Il boing 737-200, che era diretto a Holguìn, era stato noleggiato dalla Damojh, low cost con base a Guadalajara. La rotta l’Avana-Holguin era stata affidata alla compagnia messicana dalla Cubana de Aviacion, costretta negli ultimi mesi a ritirare molti suoi aerei, a causa di problemi meccanici. Arrivato sul luogo della tragedia il presidente Miguel Diaz-Canel, che è succeduto a Raul Castro il mese scorso, ha subito dichiarato: “Ci aspettiamo un numero di morti molto alto”.

Cubana de Aviacion, i problemi della compagnia di bandiera – Giovedì il vicepresidente cubano Salvador Valdes Mesa aveva incontrato alcuni funzionari di governo per discutere di come migliorare un servizio molto criticato. Cubana, infatti, è tristemente famosa per i frequenti ritardi e cancellazioni dei suoi voli. Secondo i dirigenti, a causa della cronica mancanza di pezzi di ricambio, dovuta all’embargo americano. Il direttore generale di Cubana, il capitano Hermes Hernandez Dumas, il mese scorso aveva reso noto che negli ultimi quattro mesi i loro voli domestici hanno registrato un aumento di oltre 11mila passeggeri, che hanno reso ancora più difficile la regolarità del trasporto aereo nell’isola. E che nonostante questo, è stata migliorata la tempistica dei decolli. Tuttavia, ha rilevato il capo della compagnia, “l’embargo commerciale degli Stati Uniti ci ha impedito di acquistare velivoli di ultima generazione e di ottenere pezzi di ricambio per i nostri aerei”.
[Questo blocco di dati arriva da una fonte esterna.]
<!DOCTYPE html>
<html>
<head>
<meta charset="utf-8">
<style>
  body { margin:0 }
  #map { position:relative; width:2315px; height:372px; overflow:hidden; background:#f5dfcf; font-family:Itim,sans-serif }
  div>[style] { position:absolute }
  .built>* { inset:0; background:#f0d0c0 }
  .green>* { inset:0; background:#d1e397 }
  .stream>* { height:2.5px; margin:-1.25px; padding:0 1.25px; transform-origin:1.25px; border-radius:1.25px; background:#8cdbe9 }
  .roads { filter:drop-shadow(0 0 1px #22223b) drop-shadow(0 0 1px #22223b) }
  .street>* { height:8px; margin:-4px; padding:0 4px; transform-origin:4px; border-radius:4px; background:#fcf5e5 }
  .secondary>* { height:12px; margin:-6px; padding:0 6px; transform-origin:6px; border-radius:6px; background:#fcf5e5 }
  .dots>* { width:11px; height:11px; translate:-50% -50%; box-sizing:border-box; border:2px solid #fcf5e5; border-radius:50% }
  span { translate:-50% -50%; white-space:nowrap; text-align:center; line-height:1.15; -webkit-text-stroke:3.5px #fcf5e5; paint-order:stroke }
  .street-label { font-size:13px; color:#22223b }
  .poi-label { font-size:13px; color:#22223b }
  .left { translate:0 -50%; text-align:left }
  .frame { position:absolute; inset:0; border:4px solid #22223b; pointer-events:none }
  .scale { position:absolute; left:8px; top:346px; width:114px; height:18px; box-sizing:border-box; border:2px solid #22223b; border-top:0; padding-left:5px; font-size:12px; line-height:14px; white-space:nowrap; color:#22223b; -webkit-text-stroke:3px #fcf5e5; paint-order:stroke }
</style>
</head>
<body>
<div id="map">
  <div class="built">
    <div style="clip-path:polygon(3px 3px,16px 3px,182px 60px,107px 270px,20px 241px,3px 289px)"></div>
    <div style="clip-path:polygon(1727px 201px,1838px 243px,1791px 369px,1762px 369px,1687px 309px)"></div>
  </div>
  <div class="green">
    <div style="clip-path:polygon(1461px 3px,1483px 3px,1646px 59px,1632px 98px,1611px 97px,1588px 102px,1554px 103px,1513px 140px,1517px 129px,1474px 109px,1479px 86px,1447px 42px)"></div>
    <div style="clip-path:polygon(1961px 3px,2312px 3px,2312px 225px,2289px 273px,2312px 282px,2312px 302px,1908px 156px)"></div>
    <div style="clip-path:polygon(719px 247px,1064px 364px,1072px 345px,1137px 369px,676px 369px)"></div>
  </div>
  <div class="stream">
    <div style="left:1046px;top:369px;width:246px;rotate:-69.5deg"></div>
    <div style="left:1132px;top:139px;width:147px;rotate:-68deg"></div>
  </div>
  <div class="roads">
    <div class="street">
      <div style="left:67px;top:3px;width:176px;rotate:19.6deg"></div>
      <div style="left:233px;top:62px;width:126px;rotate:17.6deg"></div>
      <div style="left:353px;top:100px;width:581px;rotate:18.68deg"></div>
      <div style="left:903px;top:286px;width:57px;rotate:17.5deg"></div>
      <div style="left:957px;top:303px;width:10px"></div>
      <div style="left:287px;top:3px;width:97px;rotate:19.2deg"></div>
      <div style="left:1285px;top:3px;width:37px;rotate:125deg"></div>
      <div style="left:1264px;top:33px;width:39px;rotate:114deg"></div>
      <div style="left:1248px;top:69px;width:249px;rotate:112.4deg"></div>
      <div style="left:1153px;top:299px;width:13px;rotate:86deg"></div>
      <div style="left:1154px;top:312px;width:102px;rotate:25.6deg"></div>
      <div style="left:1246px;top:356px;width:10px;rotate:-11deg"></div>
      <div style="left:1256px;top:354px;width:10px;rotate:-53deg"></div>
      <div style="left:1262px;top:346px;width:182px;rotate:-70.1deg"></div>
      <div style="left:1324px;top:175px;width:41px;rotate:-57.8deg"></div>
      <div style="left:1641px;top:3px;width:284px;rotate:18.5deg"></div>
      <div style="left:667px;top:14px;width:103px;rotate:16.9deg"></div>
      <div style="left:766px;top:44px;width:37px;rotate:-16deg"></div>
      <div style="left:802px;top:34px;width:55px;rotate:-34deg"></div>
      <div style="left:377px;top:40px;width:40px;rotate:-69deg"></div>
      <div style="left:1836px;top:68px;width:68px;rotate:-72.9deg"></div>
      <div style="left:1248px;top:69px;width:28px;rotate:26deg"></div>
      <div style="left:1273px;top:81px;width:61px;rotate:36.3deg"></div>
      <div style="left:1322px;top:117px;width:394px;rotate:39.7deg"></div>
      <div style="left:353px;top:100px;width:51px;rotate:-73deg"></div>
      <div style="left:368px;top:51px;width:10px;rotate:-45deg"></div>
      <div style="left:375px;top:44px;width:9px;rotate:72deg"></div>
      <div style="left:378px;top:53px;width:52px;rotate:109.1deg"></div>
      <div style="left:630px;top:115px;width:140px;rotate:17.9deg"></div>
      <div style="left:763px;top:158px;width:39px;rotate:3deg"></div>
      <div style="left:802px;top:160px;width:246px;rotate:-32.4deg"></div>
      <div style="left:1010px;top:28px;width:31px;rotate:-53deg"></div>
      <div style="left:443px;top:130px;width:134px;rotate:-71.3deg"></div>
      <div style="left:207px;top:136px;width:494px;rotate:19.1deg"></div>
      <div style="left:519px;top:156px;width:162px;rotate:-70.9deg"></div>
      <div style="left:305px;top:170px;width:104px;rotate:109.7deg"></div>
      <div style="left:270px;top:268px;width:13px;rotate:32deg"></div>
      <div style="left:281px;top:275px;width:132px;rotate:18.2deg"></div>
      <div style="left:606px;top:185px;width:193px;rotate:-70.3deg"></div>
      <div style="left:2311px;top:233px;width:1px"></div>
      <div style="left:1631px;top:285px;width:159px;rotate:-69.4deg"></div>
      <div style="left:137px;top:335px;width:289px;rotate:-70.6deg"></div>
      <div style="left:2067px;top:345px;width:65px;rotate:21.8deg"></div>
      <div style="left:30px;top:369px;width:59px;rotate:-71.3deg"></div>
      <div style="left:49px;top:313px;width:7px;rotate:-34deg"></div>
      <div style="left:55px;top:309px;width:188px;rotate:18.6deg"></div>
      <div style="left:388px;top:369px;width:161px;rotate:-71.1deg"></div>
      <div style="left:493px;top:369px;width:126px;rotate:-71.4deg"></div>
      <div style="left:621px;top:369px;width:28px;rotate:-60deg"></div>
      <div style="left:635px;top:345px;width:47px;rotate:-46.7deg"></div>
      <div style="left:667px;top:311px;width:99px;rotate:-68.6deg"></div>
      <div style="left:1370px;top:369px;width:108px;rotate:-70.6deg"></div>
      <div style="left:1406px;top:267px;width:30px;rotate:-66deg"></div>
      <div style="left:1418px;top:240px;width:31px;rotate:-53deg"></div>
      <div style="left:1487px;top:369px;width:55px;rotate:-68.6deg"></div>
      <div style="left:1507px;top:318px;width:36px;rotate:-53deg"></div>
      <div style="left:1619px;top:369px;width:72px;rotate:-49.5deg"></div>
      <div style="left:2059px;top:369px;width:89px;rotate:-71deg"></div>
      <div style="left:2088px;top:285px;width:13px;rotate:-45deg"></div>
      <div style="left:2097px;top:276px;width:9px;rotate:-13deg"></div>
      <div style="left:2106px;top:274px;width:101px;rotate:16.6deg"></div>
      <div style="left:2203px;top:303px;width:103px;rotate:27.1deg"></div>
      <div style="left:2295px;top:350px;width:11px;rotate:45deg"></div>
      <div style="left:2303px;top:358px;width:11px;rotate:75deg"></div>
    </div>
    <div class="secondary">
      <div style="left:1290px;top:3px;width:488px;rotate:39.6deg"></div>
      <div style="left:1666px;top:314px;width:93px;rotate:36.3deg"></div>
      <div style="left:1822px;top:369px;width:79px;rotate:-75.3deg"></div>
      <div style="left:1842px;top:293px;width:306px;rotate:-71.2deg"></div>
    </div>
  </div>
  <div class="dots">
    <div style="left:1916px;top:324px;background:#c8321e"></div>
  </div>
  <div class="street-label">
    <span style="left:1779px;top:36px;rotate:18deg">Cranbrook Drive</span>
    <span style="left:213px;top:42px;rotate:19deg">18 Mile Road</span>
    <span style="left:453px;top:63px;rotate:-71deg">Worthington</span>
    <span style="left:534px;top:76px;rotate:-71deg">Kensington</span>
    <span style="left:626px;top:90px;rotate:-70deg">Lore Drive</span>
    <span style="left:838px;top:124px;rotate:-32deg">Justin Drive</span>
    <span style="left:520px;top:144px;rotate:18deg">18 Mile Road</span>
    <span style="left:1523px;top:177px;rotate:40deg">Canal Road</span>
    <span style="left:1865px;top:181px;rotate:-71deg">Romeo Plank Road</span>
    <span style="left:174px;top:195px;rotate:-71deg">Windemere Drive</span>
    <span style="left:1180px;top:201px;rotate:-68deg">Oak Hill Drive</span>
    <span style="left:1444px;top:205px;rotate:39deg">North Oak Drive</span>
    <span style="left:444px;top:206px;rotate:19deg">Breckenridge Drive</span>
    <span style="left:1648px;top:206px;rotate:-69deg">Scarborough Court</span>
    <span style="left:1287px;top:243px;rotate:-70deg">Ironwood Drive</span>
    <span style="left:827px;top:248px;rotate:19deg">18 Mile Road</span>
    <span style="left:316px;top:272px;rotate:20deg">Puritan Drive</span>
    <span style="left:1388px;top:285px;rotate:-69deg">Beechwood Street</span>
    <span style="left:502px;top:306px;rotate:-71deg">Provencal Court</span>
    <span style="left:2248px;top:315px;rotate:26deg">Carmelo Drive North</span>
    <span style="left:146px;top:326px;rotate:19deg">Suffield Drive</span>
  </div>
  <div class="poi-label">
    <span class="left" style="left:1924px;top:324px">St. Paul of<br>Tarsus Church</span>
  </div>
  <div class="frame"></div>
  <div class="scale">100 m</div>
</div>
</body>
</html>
Lo schianto di queste ultime ore è stato il terzo grave incidente a Cuba dal 2010. L’anno scorso, un velivolo militare era precipitato nella provincia occidentale di Artemisa, e otto militari erano rimasti uccisi. A novembre 2010, un volo della AeroCaribbean da Santiago all’Avana si era schiantato per il maltempo, uccidendo tutte le 68 persone a bordo, tra cui 28 stranieri. L’ultimo incidente che ha coinvolto la Cubana risale al 3 settembre 1989: un charter partito dall’Avana per Milano, nonostante le pessime condizioni meteo, precipitò subito dopo il decollo, uccidendo tutte e 126 le persone a bordo, ed anche oltre venti persone a terra. La maggior parte dei passeggeri erano italiani.